-- WHAT YOU NEED TO DO --
Pick out the lines below with "canvas" and list them.
____
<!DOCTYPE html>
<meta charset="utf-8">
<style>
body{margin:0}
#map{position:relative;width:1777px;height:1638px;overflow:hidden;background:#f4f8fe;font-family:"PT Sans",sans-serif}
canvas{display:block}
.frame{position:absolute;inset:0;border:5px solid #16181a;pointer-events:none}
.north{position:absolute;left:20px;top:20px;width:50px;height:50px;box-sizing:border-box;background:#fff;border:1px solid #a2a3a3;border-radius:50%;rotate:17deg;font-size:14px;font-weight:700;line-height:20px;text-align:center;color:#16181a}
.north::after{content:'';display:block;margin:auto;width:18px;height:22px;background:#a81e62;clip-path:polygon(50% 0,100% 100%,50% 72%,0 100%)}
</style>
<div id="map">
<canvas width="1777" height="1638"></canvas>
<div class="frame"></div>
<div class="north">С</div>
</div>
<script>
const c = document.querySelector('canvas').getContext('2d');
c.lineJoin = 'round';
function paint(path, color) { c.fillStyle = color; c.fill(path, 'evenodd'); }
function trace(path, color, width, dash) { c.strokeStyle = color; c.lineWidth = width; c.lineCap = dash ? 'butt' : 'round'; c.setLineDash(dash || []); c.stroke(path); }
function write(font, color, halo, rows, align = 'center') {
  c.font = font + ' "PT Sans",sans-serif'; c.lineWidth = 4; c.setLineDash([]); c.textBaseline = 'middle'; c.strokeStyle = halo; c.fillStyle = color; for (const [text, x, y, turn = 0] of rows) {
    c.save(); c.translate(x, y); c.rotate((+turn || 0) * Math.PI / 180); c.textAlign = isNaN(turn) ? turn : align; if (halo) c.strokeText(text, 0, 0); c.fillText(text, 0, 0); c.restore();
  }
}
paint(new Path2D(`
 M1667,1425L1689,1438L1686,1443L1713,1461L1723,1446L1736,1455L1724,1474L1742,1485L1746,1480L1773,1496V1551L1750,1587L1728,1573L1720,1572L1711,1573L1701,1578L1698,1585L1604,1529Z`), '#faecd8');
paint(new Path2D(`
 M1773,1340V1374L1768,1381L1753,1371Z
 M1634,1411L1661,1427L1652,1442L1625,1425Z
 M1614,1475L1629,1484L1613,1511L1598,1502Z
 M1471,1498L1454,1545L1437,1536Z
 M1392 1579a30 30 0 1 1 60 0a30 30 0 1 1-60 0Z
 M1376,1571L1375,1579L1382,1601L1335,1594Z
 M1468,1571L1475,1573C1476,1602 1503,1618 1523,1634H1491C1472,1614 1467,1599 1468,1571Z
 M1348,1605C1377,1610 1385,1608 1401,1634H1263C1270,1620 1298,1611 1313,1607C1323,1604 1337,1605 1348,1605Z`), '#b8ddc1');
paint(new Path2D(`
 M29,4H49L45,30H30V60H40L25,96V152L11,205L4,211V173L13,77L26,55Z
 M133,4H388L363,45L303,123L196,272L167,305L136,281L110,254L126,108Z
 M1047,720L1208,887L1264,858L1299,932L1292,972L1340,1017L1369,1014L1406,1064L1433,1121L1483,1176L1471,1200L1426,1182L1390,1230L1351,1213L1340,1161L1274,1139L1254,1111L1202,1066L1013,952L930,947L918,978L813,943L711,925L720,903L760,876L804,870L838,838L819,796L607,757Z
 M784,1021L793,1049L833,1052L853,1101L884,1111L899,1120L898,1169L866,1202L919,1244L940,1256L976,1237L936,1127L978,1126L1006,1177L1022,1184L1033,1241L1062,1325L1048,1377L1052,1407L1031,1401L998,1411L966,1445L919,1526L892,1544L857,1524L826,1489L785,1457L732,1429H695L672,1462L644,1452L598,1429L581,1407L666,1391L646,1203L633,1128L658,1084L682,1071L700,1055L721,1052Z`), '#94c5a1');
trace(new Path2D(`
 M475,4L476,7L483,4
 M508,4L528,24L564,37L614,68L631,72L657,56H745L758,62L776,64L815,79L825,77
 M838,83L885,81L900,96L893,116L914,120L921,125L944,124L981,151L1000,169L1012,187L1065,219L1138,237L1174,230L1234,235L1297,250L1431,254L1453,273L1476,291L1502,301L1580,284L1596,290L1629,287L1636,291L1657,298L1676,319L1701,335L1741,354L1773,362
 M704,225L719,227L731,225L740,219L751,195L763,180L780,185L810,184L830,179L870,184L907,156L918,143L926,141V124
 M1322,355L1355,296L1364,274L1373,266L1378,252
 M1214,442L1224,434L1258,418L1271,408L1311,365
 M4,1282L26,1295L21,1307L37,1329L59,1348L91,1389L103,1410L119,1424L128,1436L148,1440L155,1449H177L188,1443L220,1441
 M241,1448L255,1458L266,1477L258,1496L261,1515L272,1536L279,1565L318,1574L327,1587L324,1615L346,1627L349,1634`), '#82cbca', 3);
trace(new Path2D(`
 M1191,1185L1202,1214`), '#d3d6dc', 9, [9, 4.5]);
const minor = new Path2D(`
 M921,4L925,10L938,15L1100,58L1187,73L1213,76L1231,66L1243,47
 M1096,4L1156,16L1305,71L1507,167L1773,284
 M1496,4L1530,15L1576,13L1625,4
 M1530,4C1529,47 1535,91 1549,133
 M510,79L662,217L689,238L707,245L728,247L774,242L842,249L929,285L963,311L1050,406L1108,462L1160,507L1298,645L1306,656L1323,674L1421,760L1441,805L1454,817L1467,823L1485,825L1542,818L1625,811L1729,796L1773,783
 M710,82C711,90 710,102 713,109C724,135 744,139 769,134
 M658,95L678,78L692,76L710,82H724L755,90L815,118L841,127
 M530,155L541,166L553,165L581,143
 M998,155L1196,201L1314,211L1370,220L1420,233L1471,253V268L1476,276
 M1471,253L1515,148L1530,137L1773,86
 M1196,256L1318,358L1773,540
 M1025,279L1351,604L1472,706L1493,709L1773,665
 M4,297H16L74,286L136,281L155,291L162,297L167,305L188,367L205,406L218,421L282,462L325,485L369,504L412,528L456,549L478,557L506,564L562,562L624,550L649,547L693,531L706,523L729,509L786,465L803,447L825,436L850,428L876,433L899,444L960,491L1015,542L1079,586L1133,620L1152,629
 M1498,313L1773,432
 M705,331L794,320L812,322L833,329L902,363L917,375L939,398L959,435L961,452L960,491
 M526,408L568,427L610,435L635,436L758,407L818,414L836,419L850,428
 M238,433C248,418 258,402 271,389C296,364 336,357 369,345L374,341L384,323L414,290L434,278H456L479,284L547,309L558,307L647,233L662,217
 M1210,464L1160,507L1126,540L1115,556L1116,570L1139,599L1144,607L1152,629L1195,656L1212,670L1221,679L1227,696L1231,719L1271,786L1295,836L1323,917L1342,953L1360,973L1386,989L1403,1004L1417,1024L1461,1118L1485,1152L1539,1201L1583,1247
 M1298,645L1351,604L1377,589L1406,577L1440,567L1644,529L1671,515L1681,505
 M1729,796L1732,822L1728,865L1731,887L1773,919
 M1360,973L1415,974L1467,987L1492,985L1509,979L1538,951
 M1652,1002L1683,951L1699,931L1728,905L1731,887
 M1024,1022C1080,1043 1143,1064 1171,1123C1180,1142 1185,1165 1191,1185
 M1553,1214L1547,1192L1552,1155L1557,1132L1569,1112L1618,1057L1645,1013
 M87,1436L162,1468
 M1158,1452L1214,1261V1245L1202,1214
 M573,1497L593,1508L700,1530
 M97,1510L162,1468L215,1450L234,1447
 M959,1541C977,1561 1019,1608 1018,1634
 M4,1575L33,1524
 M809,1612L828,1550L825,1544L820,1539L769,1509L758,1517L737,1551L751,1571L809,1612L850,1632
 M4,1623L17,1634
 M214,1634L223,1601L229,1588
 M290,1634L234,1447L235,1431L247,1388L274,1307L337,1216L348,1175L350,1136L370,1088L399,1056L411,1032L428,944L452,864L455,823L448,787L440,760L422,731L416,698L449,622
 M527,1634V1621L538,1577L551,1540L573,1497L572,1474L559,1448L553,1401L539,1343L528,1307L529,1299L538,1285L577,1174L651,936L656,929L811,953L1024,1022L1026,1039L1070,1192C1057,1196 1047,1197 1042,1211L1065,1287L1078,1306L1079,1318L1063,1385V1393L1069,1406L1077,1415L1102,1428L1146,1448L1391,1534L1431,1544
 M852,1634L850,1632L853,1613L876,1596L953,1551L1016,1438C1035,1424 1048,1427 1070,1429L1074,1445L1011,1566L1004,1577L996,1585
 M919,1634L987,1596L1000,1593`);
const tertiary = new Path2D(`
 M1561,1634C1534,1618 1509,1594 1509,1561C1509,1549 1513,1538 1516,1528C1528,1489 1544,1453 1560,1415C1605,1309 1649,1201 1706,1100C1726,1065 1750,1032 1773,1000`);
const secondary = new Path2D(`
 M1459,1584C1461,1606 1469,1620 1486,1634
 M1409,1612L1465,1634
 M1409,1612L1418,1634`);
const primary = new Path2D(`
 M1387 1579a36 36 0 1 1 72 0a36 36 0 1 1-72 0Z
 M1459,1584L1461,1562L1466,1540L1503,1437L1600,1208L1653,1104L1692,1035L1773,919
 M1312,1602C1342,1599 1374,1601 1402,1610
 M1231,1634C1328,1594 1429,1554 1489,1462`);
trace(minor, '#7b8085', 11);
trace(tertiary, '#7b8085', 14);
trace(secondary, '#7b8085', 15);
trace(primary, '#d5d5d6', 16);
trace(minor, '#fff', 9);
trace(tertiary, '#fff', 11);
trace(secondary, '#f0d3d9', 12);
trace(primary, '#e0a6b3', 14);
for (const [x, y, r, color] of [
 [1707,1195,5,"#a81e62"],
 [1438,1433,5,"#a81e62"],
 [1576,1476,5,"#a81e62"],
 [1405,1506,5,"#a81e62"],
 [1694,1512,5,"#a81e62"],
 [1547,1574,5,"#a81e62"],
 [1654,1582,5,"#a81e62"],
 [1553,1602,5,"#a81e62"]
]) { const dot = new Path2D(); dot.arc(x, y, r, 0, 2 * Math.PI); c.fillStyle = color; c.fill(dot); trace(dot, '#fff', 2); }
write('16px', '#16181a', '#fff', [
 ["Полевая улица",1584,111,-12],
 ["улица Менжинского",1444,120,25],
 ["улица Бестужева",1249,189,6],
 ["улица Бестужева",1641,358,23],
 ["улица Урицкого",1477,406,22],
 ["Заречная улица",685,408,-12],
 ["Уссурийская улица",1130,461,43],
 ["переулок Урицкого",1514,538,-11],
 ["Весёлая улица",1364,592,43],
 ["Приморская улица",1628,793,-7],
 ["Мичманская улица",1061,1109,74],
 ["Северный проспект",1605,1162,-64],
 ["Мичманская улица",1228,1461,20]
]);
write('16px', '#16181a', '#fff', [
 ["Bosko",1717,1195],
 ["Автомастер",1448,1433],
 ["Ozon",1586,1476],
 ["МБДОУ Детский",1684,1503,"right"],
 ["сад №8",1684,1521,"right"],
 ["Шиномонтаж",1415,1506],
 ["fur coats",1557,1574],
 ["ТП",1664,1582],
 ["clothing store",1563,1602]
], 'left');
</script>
____
-- THE COMPLETED TASK --
canvas{display:block}
<canvas width="1777" height="1638"></canvas>
const c = document.querySelector('canvas').getContext('2d');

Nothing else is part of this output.